Perno pointed out how well Florida (30-9 overall, 10-7 in Southeastern Conference play) played, which made him even prouder of his up-and-down Georgia (24-16, 8-9) team. Gators starter Brian Johnson allowed four runs on seven hits in seven innings.
“Florida played really good tonight,” Perno said. “Johnson settled in and did a great job and they made some great plays. We were fortunate.”
Georgia was fortunate its starting pitcher, Michael Palazzone, was able to rebound from one of the worst outings of his career. After pitching a complete game to beat Ole Miss 6-3 on April 13, Palazzone was rolled out on Tuesday to get in an inning of work.
It turned out to be disastrous. He was hammered for five runs on four hits in a 5-4 loss against sub-.500 Furman.

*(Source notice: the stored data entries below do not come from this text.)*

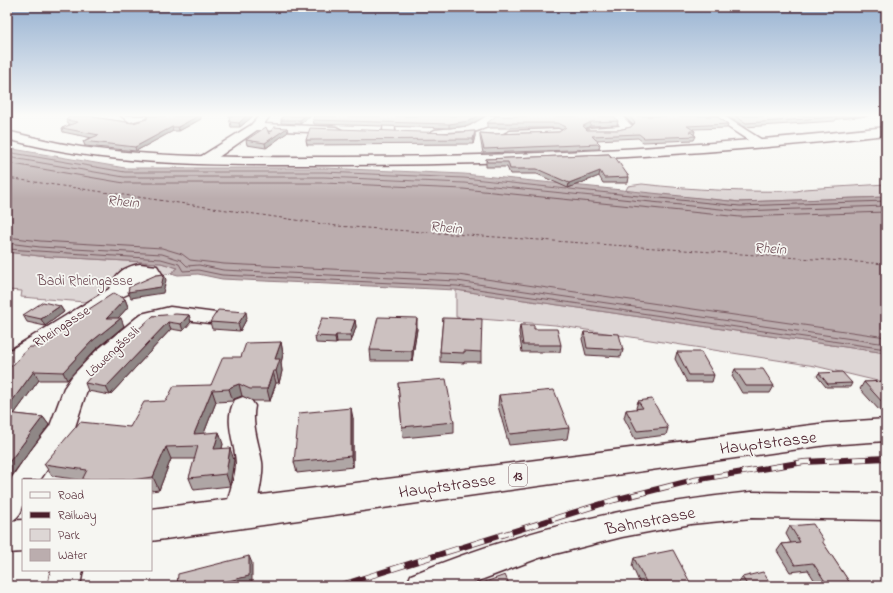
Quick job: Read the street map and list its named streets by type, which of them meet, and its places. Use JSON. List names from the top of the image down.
{
  "streets": {
    "main road": ["Hauptstrasse", "13"],
    "street": ["Rheingasse", "Löwengässli", "Bahnstrasse"]
  },
  "water": ["Rhein"],
  "parks": ["Badi Rheingasse"],
  "legend": [
    "Road",
    "Railway",
    "Park",
    "Water"
  ]
}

Turns out Palazzone was ill and Perno wondered if he had recovered after walking Florida’s Mike Zunino and giving up a two-run homer to Preston Tucker in Saturday’s first inning.

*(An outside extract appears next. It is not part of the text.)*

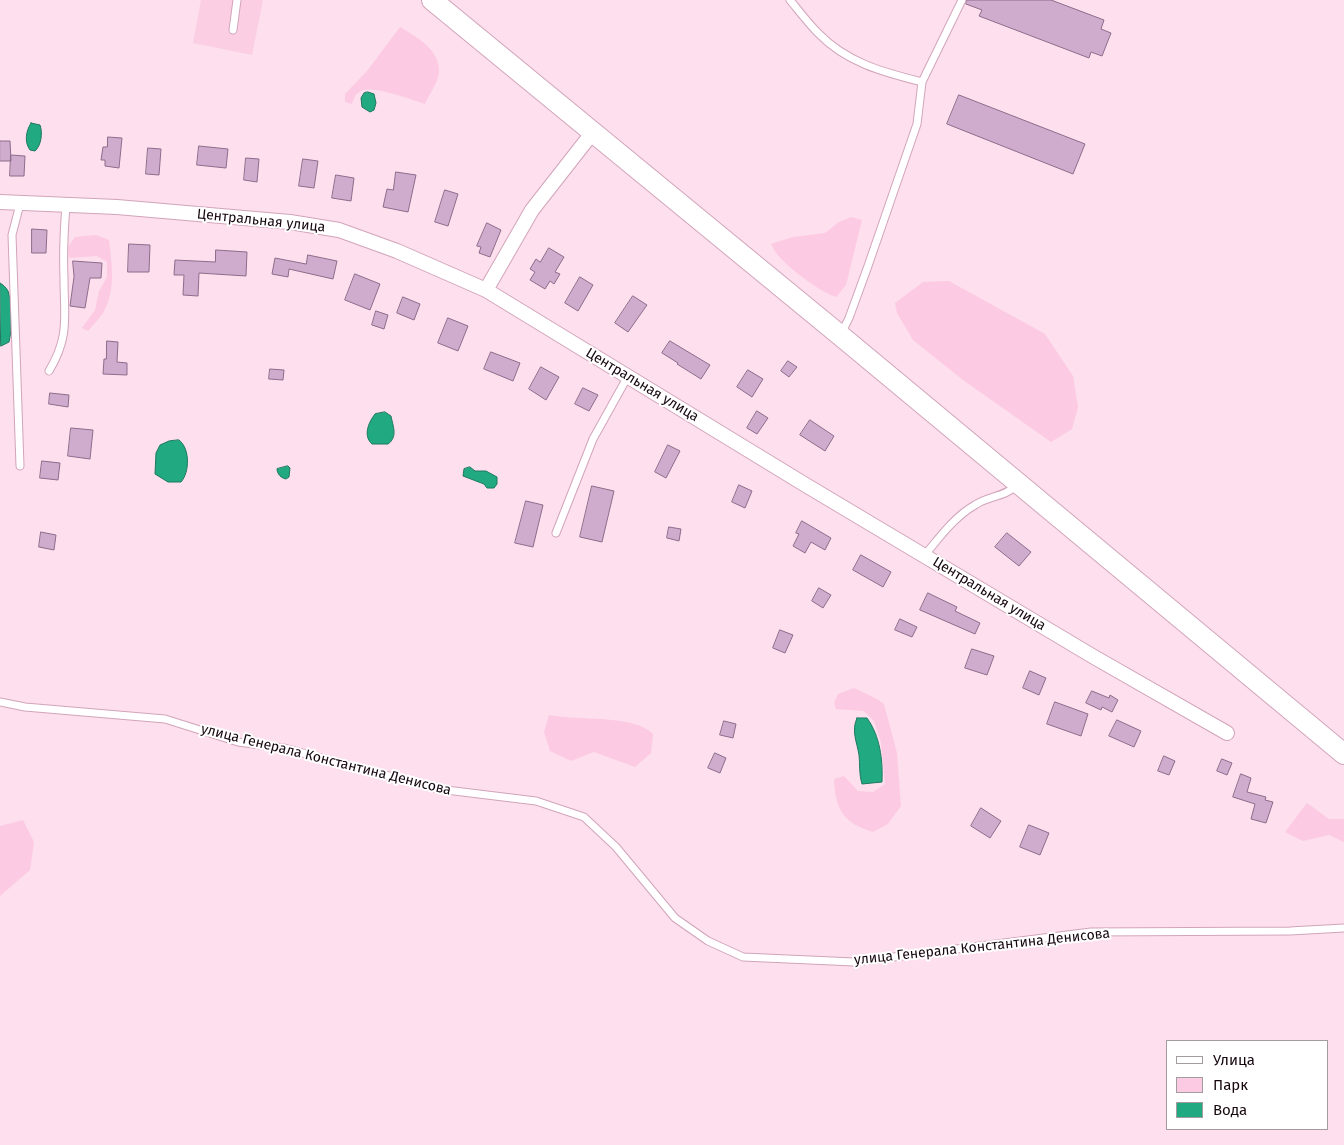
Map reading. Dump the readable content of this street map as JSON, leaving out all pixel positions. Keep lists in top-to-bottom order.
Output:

“I started questioning (if he was still) under the weather after that first inning,” Perno said. “He was throwing the ball well — He just lost Zunino and then Tucker does what he does and, boy, he crushed it. But after that, Michael was good.”
“After that inning (against Furman) and then when he gave up two more in the first inning (against Florida), I was like, ‘Holy cow, he’s got to turn it (around).’”
Palazzone won for only the second time in eight starts after shutting Florida down for the final four-plus innings. After allowing a solo homer to Daniel Piggott in the fourth, he retired 13 of the next 14 batters in order, with only Tucker reaching base on a strike out/wild pitch.
That’s quite a feat, especially against an offense such as Florida’s.
“They’ve got as good of a lineup as I have seen,” Perno said. “They hurt you with their power. They’ve got guys who are really good with two strikes and are tough to punch out. They hit the ball on the ground and keep the pressure on.
“Then you run in the middle of that lineup, and they can hit anything out of the yard — And we do all we can to hit it to the warning track.”
It wasn’t as if the Gators were shut down for four innings by an awful pitcher. Palazzone’s 1-5 record and 5.81 Earned Run Average entering Saturday were deceiving. He was one of the best pitchers in the SEC a year ago with seven wins vs. ranked opponents — including beating then-No. 4 Florida — to go along with a 10-5 record and 3.14 ERA.
At the start of this season, the senior right-hander had a nerve issue “flare up” that affected his command. He didn’t have much feeling in his index finger, Perno said.
To beat Florida again Sunday, Georgia will need another gutsy performance from its pitcher. The Bulldogs will go with 6-foot-6 right-hander Luke Crumley, a true freshman making his first career start.
“(Sunday) is going to be tricky,” Perno said. “(Crumley’s) got good stuff, but he hasn’t faced a lineup quite like Florida has.
“They’ve got a great team and are well-coached, so we’ll have our work cut out for us trying to win this series.”
Crumley’s first pitch is scheduled for 3:03 p.m.